INSTRUCTIONS FOR THE TASK
Look below for the line containing "M768,606l30,19 -17,26 -30,-19z"; from there through the line containing "M559,416l1,-16c-43,-32 -98,-91 -152,-93l7,22", both lines included, please set down each line exactly and nothing else.

(Stored data)
....
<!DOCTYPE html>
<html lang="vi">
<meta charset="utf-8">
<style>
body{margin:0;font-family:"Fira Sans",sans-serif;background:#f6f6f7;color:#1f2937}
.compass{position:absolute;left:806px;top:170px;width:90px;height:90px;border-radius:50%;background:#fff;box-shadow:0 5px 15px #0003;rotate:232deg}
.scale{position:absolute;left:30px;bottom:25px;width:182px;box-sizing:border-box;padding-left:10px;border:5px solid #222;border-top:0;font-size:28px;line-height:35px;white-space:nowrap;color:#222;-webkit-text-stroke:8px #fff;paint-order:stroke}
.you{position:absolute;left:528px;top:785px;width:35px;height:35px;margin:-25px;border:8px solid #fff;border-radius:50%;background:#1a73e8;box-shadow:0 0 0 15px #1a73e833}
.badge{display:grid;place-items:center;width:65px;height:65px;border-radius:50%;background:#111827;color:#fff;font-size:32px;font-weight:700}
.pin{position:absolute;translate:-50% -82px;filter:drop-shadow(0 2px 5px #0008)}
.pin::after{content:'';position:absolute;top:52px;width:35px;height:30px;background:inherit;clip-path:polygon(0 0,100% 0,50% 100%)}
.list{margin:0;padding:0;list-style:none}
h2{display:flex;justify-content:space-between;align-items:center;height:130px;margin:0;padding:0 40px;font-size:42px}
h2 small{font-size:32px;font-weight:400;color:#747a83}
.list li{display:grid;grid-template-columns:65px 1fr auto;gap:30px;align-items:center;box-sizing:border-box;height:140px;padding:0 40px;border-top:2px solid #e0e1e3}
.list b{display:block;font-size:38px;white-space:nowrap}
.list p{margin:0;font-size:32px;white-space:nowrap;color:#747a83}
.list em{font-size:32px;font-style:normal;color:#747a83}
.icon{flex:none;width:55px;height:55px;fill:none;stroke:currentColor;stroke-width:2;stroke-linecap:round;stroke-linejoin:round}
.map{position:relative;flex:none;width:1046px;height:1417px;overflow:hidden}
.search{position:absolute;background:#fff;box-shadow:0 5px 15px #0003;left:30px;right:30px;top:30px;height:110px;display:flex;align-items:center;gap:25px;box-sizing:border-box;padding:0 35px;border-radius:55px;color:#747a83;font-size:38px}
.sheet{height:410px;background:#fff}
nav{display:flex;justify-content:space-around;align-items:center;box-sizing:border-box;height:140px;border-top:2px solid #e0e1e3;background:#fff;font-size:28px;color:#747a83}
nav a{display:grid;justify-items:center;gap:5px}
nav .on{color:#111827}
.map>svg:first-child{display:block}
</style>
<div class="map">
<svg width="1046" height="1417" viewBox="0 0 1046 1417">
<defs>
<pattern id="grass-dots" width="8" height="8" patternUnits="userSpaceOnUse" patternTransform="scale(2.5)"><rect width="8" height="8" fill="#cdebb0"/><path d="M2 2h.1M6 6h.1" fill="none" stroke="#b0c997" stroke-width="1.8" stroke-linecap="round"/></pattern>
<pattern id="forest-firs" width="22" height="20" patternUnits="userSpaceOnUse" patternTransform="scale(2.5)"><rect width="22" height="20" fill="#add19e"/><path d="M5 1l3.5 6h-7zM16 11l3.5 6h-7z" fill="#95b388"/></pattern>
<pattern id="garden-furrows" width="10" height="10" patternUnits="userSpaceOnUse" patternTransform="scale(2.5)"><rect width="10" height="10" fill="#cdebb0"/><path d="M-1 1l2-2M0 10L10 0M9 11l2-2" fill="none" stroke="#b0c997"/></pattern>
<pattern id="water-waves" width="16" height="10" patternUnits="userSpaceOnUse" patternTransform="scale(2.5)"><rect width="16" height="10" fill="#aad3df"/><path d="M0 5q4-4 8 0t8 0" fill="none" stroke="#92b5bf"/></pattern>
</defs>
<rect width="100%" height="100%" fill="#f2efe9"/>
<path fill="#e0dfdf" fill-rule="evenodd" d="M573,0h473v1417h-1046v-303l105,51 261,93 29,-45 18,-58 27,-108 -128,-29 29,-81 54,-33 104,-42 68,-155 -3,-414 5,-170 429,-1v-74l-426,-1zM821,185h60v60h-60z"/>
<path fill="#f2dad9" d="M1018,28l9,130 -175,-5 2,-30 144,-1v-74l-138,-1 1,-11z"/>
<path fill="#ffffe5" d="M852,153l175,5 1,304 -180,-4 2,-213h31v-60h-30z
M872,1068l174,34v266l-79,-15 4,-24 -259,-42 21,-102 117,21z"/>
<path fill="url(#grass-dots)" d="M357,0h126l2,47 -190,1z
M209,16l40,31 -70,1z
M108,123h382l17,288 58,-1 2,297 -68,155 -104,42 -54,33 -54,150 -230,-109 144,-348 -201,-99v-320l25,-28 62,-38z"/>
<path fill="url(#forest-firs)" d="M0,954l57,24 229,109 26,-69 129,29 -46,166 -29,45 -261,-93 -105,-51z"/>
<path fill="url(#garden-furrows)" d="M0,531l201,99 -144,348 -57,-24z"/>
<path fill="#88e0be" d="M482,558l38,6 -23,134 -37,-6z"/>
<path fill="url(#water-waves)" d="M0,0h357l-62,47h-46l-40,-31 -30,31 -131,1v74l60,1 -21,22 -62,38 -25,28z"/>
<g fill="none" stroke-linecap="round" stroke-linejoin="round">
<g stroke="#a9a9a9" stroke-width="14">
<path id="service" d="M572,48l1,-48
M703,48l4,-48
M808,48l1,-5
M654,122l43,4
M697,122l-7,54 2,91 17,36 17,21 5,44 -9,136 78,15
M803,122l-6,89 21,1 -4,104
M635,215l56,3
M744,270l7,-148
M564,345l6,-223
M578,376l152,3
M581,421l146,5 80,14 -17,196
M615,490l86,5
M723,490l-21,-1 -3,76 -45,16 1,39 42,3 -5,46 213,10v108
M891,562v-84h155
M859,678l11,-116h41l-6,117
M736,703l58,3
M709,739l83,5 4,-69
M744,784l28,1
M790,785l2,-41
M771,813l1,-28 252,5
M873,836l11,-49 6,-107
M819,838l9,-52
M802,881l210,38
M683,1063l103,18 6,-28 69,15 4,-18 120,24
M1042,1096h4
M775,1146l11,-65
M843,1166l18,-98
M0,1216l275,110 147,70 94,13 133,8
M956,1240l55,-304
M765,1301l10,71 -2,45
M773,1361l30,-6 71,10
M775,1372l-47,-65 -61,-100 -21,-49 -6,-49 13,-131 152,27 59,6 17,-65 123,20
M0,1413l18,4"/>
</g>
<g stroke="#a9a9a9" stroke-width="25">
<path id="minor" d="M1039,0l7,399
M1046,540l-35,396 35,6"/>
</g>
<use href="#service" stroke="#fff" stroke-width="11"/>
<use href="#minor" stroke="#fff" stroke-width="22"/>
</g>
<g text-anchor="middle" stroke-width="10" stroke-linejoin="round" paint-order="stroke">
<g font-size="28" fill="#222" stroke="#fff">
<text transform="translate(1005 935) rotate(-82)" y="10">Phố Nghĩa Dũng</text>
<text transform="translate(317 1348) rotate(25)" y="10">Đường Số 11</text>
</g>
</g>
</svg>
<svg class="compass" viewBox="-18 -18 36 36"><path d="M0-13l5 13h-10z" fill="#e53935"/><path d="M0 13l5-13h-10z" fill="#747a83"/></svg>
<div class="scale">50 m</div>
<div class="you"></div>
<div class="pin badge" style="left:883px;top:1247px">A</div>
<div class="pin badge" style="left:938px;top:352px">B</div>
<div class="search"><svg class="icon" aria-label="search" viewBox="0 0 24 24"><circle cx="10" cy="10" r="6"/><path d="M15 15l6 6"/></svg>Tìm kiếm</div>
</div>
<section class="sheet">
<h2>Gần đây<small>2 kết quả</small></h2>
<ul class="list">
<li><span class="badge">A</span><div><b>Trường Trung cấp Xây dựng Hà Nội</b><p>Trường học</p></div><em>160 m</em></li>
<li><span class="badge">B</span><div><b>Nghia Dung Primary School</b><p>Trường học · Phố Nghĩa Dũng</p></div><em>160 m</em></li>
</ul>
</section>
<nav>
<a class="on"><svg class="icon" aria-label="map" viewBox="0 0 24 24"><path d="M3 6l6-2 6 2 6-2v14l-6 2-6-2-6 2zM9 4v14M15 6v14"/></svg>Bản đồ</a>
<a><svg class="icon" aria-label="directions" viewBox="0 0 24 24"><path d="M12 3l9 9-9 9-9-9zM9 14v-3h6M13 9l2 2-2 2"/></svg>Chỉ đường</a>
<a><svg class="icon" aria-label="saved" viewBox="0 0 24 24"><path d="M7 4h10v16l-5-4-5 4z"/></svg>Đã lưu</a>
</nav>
....
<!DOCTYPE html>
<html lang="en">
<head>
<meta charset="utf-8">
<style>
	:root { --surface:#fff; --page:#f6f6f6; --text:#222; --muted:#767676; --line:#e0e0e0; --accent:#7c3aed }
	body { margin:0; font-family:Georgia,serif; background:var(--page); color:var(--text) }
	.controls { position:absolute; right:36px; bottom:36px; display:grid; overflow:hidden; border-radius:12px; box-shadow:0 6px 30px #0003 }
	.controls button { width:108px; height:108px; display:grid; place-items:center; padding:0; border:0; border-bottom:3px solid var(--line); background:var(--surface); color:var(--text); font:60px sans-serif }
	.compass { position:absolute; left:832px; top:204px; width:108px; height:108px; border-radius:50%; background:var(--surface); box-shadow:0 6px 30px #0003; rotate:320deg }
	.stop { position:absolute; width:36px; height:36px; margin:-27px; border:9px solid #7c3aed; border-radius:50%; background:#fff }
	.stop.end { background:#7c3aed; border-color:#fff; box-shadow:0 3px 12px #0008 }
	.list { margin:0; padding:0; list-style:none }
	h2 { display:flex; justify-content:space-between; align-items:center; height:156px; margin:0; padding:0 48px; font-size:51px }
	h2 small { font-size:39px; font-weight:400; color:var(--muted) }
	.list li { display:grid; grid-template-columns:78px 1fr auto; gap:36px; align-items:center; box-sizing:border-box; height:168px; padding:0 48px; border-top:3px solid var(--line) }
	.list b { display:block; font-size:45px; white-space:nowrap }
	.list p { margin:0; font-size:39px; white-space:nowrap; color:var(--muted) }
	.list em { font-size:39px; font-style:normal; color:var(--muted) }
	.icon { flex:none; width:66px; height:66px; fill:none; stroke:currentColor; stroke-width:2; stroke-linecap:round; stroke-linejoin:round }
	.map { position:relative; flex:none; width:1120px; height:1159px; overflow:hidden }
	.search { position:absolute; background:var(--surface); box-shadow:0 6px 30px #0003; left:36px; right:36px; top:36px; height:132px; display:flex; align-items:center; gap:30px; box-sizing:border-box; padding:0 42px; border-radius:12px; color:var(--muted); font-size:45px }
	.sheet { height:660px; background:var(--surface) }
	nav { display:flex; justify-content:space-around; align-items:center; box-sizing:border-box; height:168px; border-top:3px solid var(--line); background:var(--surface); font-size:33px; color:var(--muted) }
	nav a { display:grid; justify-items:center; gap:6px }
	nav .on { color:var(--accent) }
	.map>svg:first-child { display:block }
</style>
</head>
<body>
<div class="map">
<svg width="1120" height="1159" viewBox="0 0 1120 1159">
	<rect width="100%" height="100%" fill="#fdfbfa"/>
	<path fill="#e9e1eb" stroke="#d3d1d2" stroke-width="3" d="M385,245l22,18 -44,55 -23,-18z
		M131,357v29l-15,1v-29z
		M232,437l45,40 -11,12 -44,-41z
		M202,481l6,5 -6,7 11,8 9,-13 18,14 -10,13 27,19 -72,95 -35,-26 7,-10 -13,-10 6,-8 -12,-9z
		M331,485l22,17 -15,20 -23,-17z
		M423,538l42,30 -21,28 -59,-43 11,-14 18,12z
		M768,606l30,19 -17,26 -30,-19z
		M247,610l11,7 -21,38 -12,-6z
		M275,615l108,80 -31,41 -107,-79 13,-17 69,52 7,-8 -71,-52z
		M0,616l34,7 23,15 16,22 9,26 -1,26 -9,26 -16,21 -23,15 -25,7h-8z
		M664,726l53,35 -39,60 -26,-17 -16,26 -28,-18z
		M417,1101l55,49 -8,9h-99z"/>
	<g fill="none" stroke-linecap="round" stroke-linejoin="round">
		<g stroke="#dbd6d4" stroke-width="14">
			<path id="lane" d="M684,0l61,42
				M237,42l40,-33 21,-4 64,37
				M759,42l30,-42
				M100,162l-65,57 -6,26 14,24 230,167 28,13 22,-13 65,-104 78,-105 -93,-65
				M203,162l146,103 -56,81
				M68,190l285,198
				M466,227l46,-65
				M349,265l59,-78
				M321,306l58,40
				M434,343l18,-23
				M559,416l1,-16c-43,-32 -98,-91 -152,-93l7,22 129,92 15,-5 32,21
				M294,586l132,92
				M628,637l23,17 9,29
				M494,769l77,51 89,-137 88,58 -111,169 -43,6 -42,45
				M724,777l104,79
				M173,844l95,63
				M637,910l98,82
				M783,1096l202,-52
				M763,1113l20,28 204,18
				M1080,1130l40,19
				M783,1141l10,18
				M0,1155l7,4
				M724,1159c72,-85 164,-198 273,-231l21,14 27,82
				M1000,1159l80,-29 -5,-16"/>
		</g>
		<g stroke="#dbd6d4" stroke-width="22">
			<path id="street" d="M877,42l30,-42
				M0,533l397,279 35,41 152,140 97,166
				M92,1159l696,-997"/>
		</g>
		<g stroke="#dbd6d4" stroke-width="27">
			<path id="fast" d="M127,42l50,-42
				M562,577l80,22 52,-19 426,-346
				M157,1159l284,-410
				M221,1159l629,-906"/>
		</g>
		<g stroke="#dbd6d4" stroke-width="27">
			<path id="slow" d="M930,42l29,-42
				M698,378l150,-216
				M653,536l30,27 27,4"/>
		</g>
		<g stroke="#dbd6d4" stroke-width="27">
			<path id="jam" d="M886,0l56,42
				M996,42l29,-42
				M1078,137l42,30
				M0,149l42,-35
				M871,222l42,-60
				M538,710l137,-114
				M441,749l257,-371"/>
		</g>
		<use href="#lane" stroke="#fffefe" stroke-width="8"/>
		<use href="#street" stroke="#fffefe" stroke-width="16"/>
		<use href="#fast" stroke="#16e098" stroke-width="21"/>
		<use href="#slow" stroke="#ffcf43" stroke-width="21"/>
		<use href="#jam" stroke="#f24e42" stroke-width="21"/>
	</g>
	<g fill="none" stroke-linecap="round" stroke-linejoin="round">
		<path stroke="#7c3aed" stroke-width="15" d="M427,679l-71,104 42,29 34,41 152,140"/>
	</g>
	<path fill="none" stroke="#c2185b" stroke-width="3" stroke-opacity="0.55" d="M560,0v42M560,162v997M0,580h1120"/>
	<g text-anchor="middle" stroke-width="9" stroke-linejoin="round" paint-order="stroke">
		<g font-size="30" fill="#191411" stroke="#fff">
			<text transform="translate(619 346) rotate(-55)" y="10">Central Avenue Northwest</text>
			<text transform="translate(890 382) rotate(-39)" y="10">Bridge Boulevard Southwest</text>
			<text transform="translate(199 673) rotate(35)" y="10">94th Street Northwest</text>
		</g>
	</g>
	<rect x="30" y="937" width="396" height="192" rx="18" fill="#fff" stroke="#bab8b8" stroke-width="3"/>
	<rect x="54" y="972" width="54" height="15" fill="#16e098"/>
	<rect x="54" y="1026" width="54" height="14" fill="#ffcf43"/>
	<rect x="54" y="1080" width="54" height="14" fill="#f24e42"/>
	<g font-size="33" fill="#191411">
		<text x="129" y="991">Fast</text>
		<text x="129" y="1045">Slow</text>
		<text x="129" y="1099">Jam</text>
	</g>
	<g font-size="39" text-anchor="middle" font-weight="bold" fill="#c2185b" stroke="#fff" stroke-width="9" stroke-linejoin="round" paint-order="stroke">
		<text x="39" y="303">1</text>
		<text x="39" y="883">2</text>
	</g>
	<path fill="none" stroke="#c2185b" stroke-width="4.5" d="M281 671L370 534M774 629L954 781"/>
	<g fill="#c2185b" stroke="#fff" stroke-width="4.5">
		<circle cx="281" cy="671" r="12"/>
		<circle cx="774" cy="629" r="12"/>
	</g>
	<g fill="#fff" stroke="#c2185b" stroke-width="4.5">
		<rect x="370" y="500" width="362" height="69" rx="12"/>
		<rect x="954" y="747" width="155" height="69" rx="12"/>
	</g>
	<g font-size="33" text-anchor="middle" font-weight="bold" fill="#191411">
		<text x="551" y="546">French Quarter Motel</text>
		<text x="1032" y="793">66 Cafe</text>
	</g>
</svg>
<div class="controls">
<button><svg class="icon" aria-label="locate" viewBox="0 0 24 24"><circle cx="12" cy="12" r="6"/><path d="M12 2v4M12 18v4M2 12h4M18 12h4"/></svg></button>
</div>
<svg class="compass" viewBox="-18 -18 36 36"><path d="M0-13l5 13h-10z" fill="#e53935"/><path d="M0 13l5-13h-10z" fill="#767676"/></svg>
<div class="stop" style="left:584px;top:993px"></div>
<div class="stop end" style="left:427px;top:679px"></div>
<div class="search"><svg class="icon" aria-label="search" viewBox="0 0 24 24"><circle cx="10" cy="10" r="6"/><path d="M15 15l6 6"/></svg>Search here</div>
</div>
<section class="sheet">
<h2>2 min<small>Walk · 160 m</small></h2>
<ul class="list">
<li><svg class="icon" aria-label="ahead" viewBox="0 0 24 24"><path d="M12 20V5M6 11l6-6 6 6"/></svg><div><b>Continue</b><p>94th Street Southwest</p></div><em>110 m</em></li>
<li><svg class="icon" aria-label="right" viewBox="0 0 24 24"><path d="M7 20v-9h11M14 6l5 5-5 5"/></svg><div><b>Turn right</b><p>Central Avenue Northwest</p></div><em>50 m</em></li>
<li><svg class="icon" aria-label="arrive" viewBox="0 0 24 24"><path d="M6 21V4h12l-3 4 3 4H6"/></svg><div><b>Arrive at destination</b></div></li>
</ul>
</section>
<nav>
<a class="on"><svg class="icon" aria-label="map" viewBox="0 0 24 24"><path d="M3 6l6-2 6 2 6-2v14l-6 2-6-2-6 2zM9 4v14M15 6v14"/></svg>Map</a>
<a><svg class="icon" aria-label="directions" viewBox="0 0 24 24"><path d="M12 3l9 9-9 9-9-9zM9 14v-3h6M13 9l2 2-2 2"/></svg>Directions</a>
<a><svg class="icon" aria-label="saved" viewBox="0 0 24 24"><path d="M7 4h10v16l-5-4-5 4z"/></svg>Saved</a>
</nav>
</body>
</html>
....
ANSWER AREA
		M768,606l30,19 -17,26 -30,-19z
		M247,610l11,7 -21,38 -12,-6z
		M275,615l108,80 -31,41 -107,-79 13,-17 69,52 7,-8 -71,-52z
		M0,616l34,7 23,15 16,22 9,26 -1,26 -9,26 -16,21 -23,15 -25,7h-8z
		M664,726l53,35 -39,60 -26,-17 -16,26 -28,-18z
		M417,1101l55,49 -8,9h-99z"/>
	<g fill="none" stroke-linecap="round" stroke-linejoin="round">
		<g stroke="#dbd6d4" stroke-width="14">
			<path id="lane" d="M684,0l61,42
				M237,42l40,-33 21,-4 64,37
				M759,42l30,-42
				M100,162l-65,57 -6,26 14,24 230,167 28,13 22,-13 65,-104 78,-105 -93,-65
				M203,162l146,103 -56,81
				M68,190l285,198
				M466,227l46,-65
				M349,265l59,-78
				M321,306l58,40
				M434,343l18,-23
				M559,416l1,-16c-43,-32 -98,-91 -152,-93l7,22 129,92 15,-5 32,21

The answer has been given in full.